The rT3 test is debated among endocrinologists as it is said to be very changeable from moment to moment. Therefore it is of limited value if not the symptoms point to a build-up of T4.
I agree with @Ema that the signs and symptoms are very important, as sometimes labtests fail to show thyroid problems.
I wouldn´t say that ME/CFS and hypothyroidism present with the same symptoms. A check of basal temperature and your morning puls is a good start. This site www.stopthethyroidmadness.com has a lot of good information.
Your bloodwork doesn't go far enough to explain hypothyroid symptoms.
I'm going through the same situation, but t3 is dependant upon cortisol levels as well. Have you had a cortisol saliva test done? A high reverse t3 could suggest high cortisol. you may have 1.8 nmol/L t3, but how much of that actually gets into the cells? Perhaps your t3 was lower if your cortisol was lower. (assuming that's the problem).
Based on your numbers, I would investigate your adrenal glands.
Ok drob31, thanks. I wanted to ask you all something else about my results. On this web page i found it says:
"With the RT3 labwork, you are not necessarily looking for a Reverse T3 result high in the range, though that in itself can be a good clue. Instead, you are looking for a problem in the ratio between the RT3 and the Free T3. i.e dividing the Free T3 by the Reverse T3 (Free T3 ÷ RT3)…though they need to be in the same measurement. See the I hate math heading below). For healthy amounts of RT3, The ratio result should be 20 or larger. If lower, you may have a problem. Janie has noted that many patients without an excess RT3 issue have a result of 23 or 24."
So i used this calculator to convert my RT3 from ng/dl (36) to nmol/l(0.55).
Then i used this calculator to get the ratio from my free T3 (4.5 pmol/L) to my RT3 (0.55 nmol/L)
So this means my free T3 is about 8 times higher than my RT3 unless one of the calculators is wrong.
On that website it claimed that it should be at least 20 times higher or the T3 will not be getting into your cells.
I was just wondering if anyone can confirm if this is correct?
The ratio used there is very controversial. I've read that as well, and my ratio is 14. However, there are allot of factors and variables, and you can't really base everything on the ratio.
If your body is taking much of the t4 and converting it in to rt3, instead of t3, it is doing so to down regulate.

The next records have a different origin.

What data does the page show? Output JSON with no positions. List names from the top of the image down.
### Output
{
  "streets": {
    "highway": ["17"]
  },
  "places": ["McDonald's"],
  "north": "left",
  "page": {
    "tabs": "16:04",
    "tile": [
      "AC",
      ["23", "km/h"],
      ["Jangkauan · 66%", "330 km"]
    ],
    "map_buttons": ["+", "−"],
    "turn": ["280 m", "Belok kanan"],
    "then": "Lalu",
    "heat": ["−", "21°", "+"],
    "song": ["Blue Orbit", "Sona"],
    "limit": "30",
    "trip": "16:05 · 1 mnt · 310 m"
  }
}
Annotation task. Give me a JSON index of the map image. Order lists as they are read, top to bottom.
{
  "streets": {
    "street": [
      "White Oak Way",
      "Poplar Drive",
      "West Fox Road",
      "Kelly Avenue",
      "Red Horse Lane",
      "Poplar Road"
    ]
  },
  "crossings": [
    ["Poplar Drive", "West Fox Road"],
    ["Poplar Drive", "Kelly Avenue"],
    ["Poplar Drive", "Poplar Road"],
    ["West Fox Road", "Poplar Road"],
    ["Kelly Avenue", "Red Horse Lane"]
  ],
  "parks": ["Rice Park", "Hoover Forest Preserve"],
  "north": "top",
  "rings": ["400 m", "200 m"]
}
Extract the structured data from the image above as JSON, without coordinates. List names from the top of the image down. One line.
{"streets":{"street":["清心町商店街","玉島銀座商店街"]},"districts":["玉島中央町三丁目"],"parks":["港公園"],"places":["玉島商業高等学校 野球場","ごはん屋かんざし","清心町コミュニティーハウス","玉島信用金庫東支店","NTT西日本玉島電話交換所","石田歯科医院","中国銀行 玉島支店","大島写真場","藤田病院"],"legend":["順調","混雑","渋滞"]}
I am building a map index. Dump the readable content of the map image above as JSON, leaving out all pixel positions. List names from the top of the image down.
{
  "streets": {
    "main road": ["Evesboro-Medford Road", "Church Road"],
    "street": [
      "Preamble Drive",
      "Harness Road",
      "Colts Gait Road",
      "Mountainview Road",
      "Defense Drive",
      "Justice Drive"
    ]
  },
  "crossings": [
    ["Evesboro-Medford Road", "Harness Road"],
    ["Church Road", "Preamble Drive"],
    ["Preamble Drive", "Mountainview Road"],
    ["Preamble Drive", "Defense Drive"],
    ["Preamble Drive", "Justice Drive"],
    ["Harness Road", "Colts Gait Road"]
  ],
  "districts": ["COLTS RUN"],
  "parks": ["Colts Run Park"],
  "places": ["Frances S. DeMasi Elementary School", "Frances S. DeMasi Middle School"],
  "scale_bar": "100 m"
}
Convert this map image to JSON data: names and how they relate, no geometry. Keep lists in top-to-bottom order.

If the adrenal glands aren't recieving the proper signals to produce enough cortisol or at the proper times this can cause the elevated rt3, as can high cortisol.
The problem is rt3 is allot more complicated. Your body could be down regulating metabolism because it thinks you're starving. So if you're dieting this can happen or if you have issues with leptin, this can happen as well. Of course this could be fixed by dieting, such as low carb.
I think your first step is to do a cortisol saliva test to see where you are at with that. The adrenals seem to be the most complicated part of the puzzle to solve.
I agree with @Ema that the signs and symptoms are very important, as sometimes labtests fail to show thyroid problems. [/quote]
I can attest to this. My blood test showed normal in all thyroid parameters and yet I am convinced that I am hypo.
Atleast according to Ray Peat, a couple signs of hypo would be low CO2 levels and high estrogen levels. I have both of those. Also body temps and and pulse bpm's may not always be that predictive. According to him, norepinephrine can be raised which will help in keeping temps and bpm's up to compensate. Haven't taken my temp recently, but anytime I have, they have been normal and sometimes slightly low, but never low enough to alert me to being hypo. As far as my resting pulse bpm's, they have been consistently around 85 bpm's. And according to Peat, a more predictive measure would be the Achilles heel reflex test, where if your leg on return comes back slowly like a nuismatic door closing. When doing this to myself, mine does the same.